I was heartbroken to learn that Jay Emmett died on Monday night. In that instant, the whole world got a lot less funny and we lost a great and loyal and loving friend. In days past, he would laugh when I'd discuss an event a few years out. "I'll be having a dirt nap by then," he'd say. We'd roar, but not anymore. A light has gone out in our lives forever.
Jay led a full, action-packed life for 86 years, laughed as much as anyone I've ever met, and never missed a party worth attending. Usually, we face the passing of a man like Jay with appreciation and resignation. "He had a full life," are the words that usually capture the death of a man at his age.
But when I heard the news about Jay, I just cried.
I'm not sure why. Jay's death wasn't a shock -- he was ill and struggling. He'd lost his beloved son Paul and his wife Martha just a few months before. In some ways, Paul's death in particular had robbed Jay of the fuel of his life -- the love he had for Paul was boundless, affectionate, proud, happy. All of us who knew Jay noticed that his voice was weaker, that he was struggling to connect. The Jay who always carried us was now needing us. His exuberance was muffled. I shouldn't have been surprised that his heart would give out. He was heartbroken. He was slipping.
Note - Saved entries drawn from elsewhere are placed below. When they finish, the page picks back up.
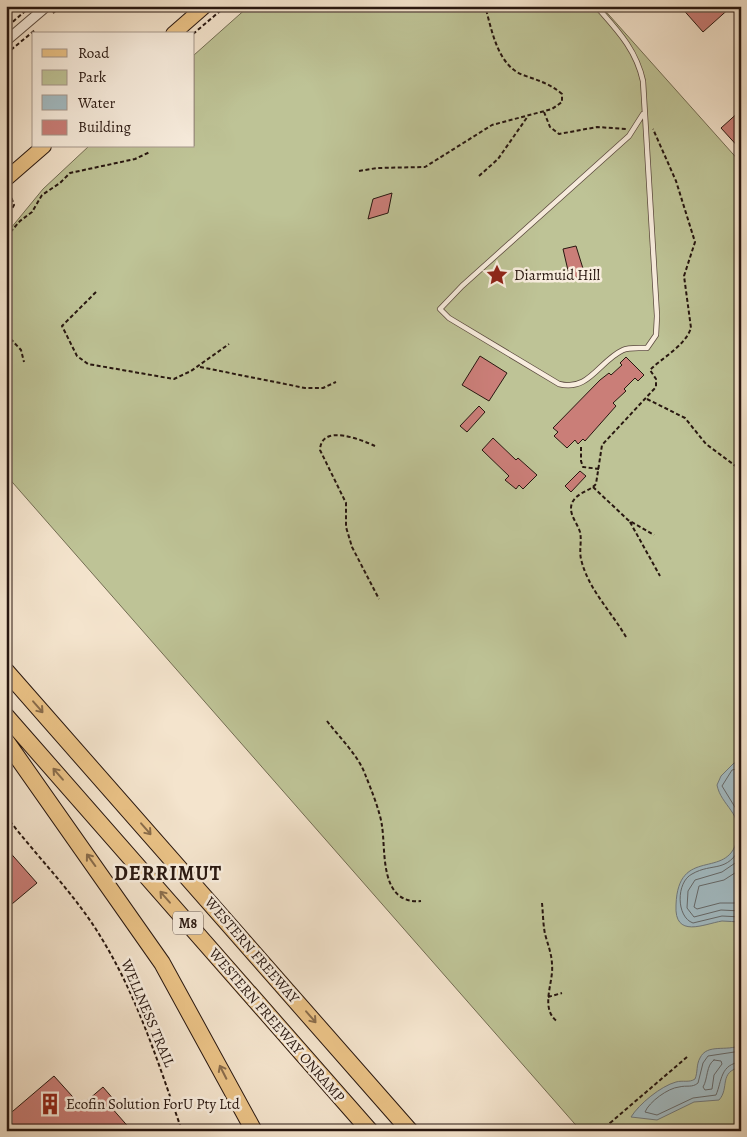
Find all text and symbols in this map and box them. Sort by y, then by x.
legend [32,32,195,148]
text: Road [78,43,110,63]
text: Park [78,67,107,87]
text: Water [77,93,115,113]
text: Building [78,117,131,137]
place icon: Diarmuid Hill [484,262,510,288]
place label: Diarmuid Hill [514,265,600,285]
one-way arrow [33,701,44,714]
one-way arrow [52,768,63,781]
one-way arrow [140,823,151,836]
one-way arrow [86,853,96,867]
district label: DERRIMUT [114,860,222,887]
one-way arrow [159,890,170,903]
street label: WESTERN FREEWAY [200,892,304,1008]
road number: M8 [173,911,203,934]
street label: WESTERN FREEWAY ONRAMP [204,943,349,1106]
street label: WELLNESS TRAIL [116,955,180,1070]
one-way arrow [305,1011,316,1024]
one-way arrow [218,1065,228,1080]
building icon: Ecofin Solution ForU Pty Ltd [37,1091,63,1117]
place label: Ecofin Solution ForU Pty Ltd [66,1094,241,1114]

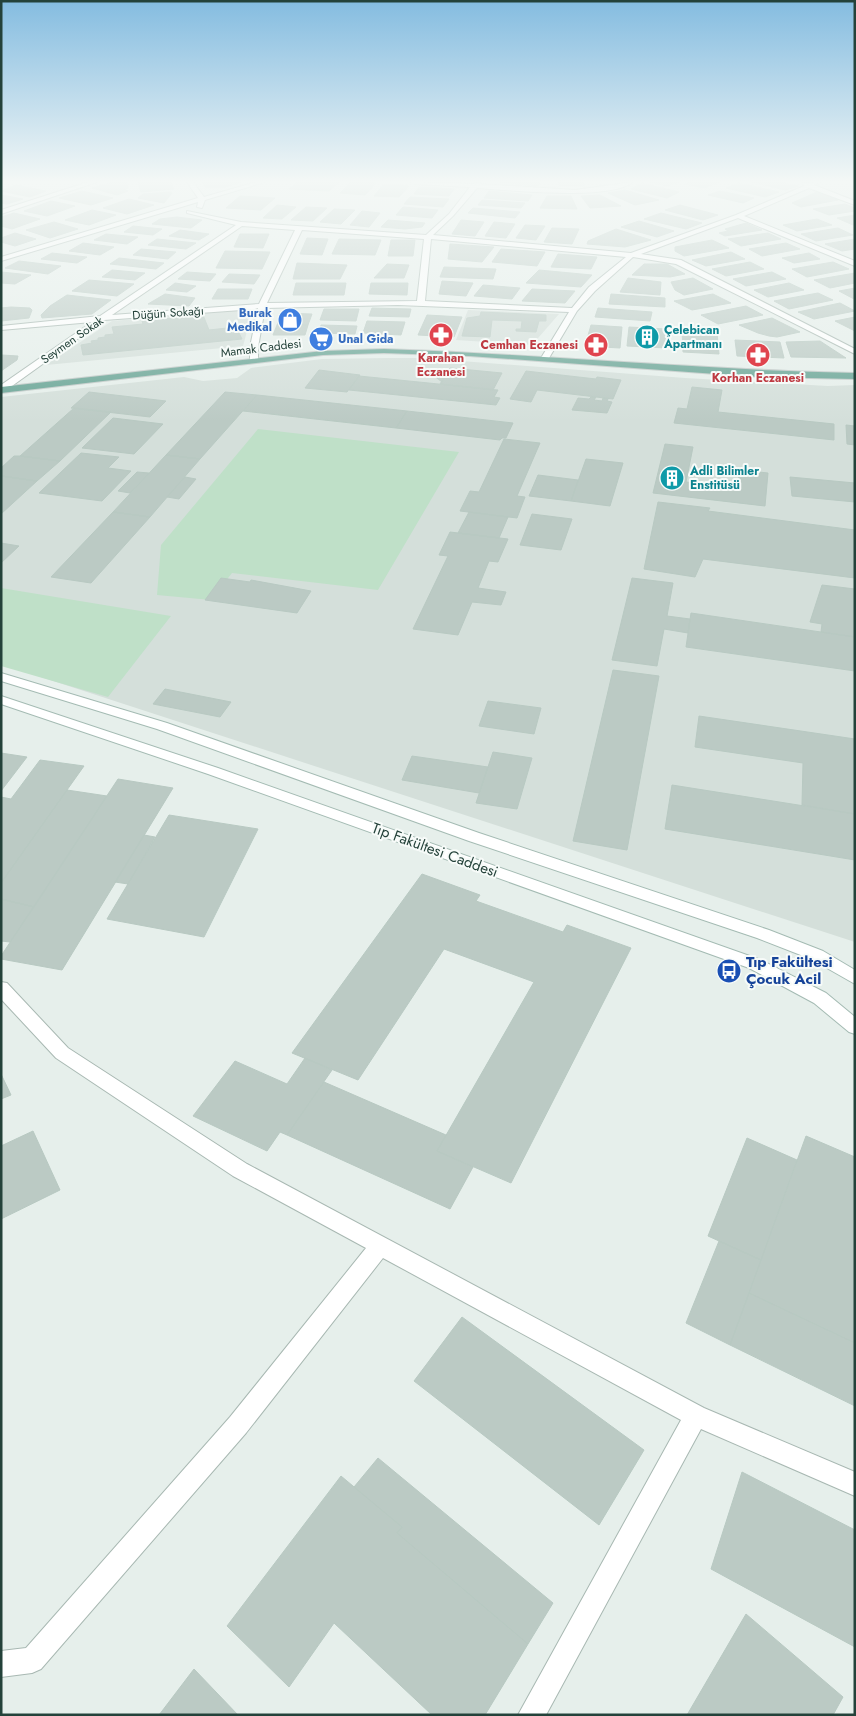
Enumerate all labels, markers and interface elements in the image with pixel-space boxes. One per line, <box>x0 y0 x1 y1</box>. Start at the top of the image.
street label: Düğün Sokağı <box>132 302 204 324</box>
place label: Burak Medikal <box>227 304 272 336</box>
shop icon: Burak Medikal <box>277 307 303 333</box>
street label: Seymen Sokak <box>37 311 108 368</box>
place label: Çelebican Apartmanı <box>663 321 722 353</box>
pharmacy icon: Karahan Eczanesi <box>428 322 454 348</box>
building icon: Çelebican Apartmanı <box>634 324 660 350</box>
supermarket icon: Unal Gida <box>308 326 334 352</box>
place label: Unal Gida <box>338 330 394 348</box>
pharmacy icon: Cemhan Eczanesi <box>583 332 609 358</box>
street label: Mamak Caddesi <box>220 334 302 362</box>
place label: Cemhan Eczanesi <box>481 336 578 354</box>
pharmacy icon: Korhan Eczanesi <box>745 342 771 368</box>
place label: Karahan Eczanesi <box>417 349 465 381</box>
place label: Korhan Eczanesi <box>712 369 804 387</box>
place label: Adli Bilimler Enstitüsü <box>689 462 759 494</box>
building icon: Adli Bilimler Enstitüsü <box>659 465 685 491</box>
street label: Tıp Fakültesi Caddesi <box>369 817 501 883</box>
place label: Tıp Fakültesi Çocuk Acil <box>746 951 833 990</box>
bus stop icon: Tıp Fakültesi Çocuk Acil <box>716 958 742 984</box>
But instead of feeling resigned to his passing, I felt robbed of a source of affirmation and happiness I can never describe. And I'm not alone. Many of us who counted Jay as the best friend we'll ever have spoke in the hours after the news, and we all cried. I haven't cried with that many grown men and women in my whole life! While I'm sure he was laughing hysterically watching us, I think we were all in the same condition -- wondering whether we would ever again have as much fun as we'd had with Jay. We cried because he gave us the priceless gift of feeling happy. We were all a mess, because we were afraid that we would never have that kind of fun again.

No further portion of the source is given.